La situation actuelle des Hawaï réclame un traitement spécial : c’est une situation spéciale qu’a créée l’admission d’une main-d’œuvre asiatique au service d’une culture privilégiée.

Si les Américains se décidaient à traiter les îles Hawaï comme une colonie tropicale et à l’exploiter au seul bénéfice des capitalistes américains ou hawaïens, le problème de races n’y serait pas tragique. Les Asiatiques vendraient leur travail que les capitalistes blancs achèteraient au meilleur compte et tout serait dit. Mais ce qui vient compliquer les problèmes économiques, sociaux et politiques des Hawaï, c’est le sentimentalisme américain, qui du continent, rayonne, le même sentimentalisme qui inspire la politique « des Philippines pour les Philippins » : on ne doit pas sacrifier à la seule prospérité matérielle des îles l’idée d’un american commonwealth. Sur territoire américain, il ne sera pas dit que des citoyens américains ne puissent gagner leur vie et former une communauté démocratique et égalitaire.
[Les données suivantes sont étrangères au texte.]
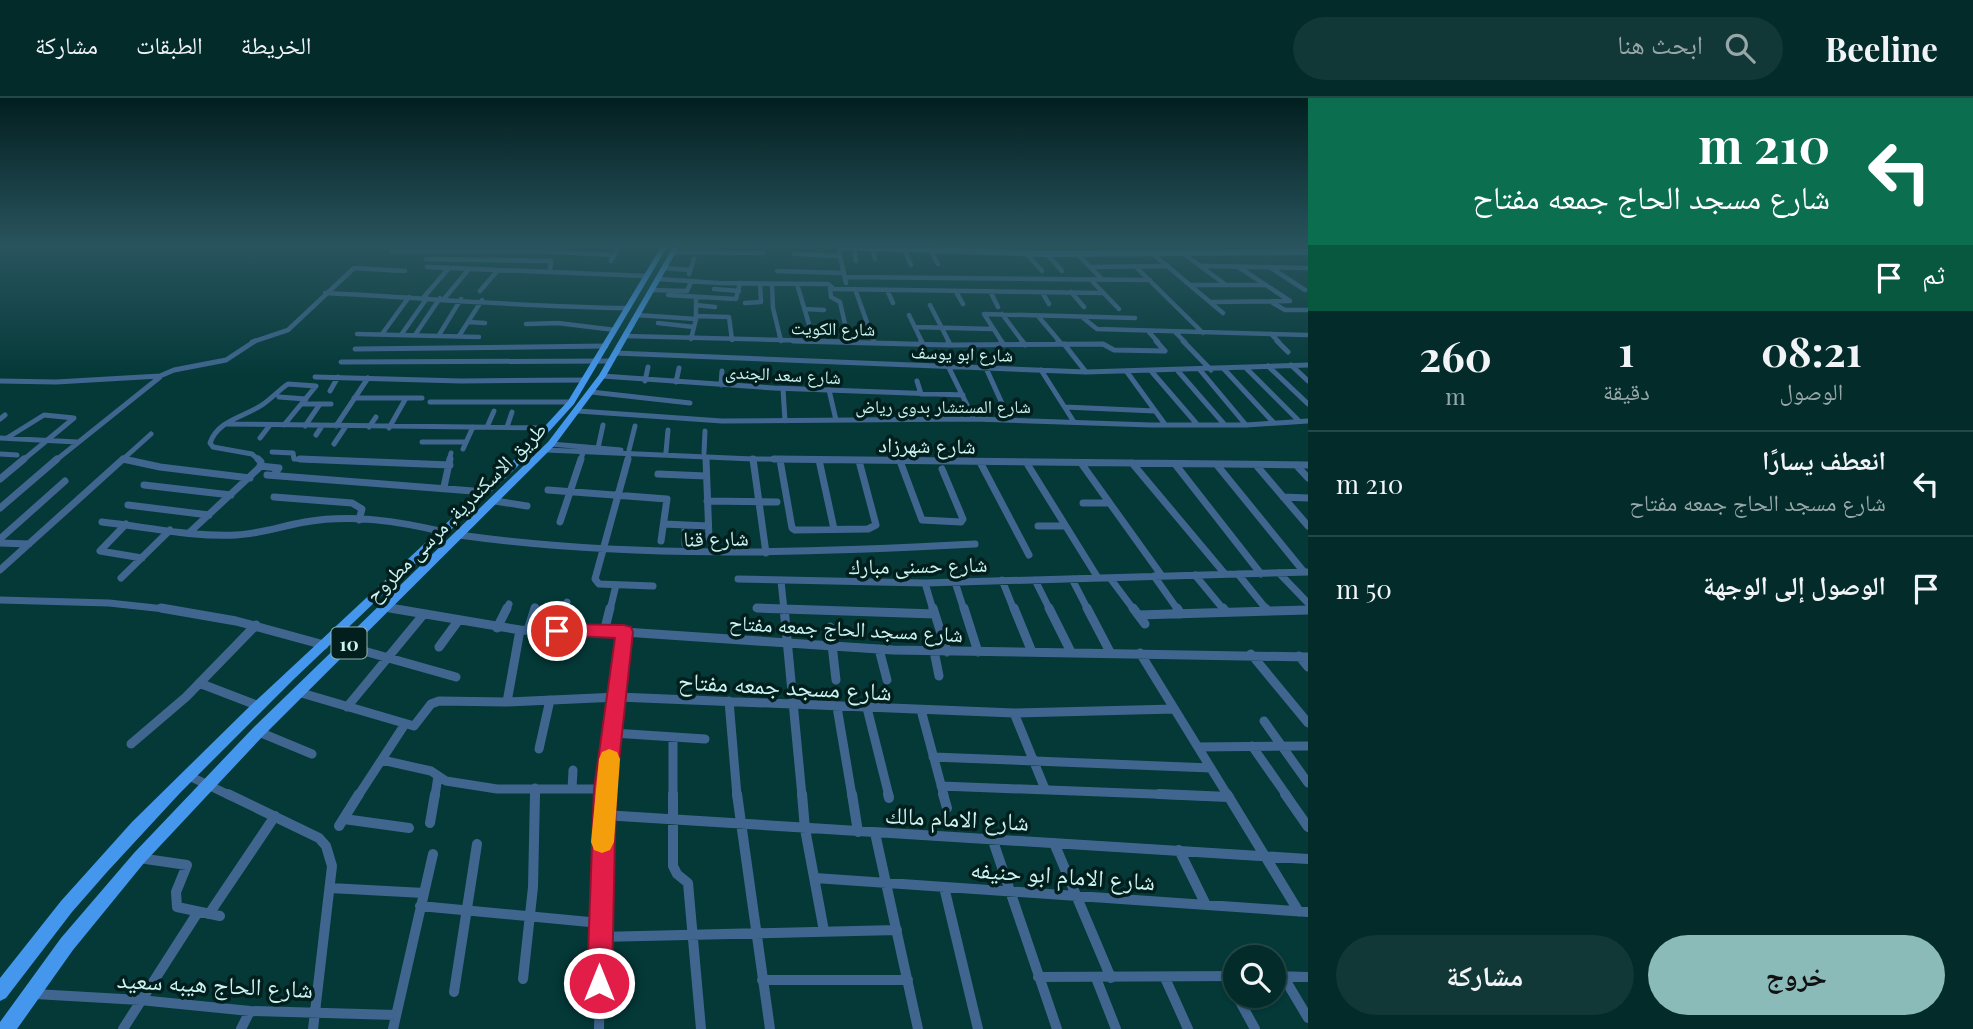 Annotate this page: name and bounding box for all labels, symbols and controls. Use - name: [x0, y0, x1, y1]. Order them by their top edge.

Cet idéal, la main-d’œuvre japonaise, le rend presque impossible. Des planteurs étrangers ou des planteurs américains, qu’un long séjour dans les îles a déshabitués des traditions et sentiments du continent, trouvent que la politique trop sentimentale de Washington est indéfendable. Parmi eux, l’idée a été exprimée et soutenue qu’il serait bon pour les Hawaï d’être non plus un « Territory of the United States », mais simplement une « colonial dependency ». Ainsi l’industrie sucrière pourrait plus aisément obtenir des lois permettant l’importation du Chinois. Contre cette solution, le président Roosevelt s’est vigoureusement élevé[17]. « Notre but est de développer le territoire de Hawaï selon des traditions américaines. Nous ne pouvons admettre aucune solution aux problèmes actuels, qui réclame l’admission de Chinois et qui les confine par statut aux travaux des champs ou à l’état de domesticité. L’état de servilité ne peut être toléré sur le sol américain, une fois de plus… Il y a des obstacles, de grands obstacles à la formation d’une communauté américaine aux Hawaï ; mais il n’est pas dans le caractère américain de reculer devant une difficulté… Hawaï ne deviendra jamais un territoire où une classe dirigeante de riches planteurs vit grâce au travail des coolies. Même si le développement du Territoire doit être rendu plus lent, ce développement doit seulement se faire par l’admission d’immigrants capables finalement d’assumer les devoirs et les charges de parfaits citoyens américains. »

Une population blanche avec le plus haut standard of living et le plus grand pouvoir de consommation, capable de former un état autonome qui puisse se rattacher un jour aux autres États de l’Union, telle est sans doute la solution conforme aux principes américains et aux intérêts des marchands et des ouvriers blancs. Mais, pour encourager l’immigration des Blancs, il faudra réduire les prétentions de King Sugar, varier l’agriculture, remplacer les coolies de plantations par de petits fermiers. C’est toute une révolution à faire. À supposer même que l’on prenne des mesures, qui désormais excluent tout Asiatique, elles ne feront pas disparaître d’un coup les soixante et quelques milliers de Japonais qui sont déjà entrés. Ayant qu’un nombre suffisant de Blancs arrive à neutraliser ces coolies et artisans en place, il faudra du temps.


IV

Cependant que les Hawaï attendent la solution de leurs difficultés de main-d’œuvre et de races, beaucoup de Japonais passent des îles à la côte américaine, transportant avec eux toutes les difficultés que leur premier contact avec les Américains aux Hawaï avait fait naître.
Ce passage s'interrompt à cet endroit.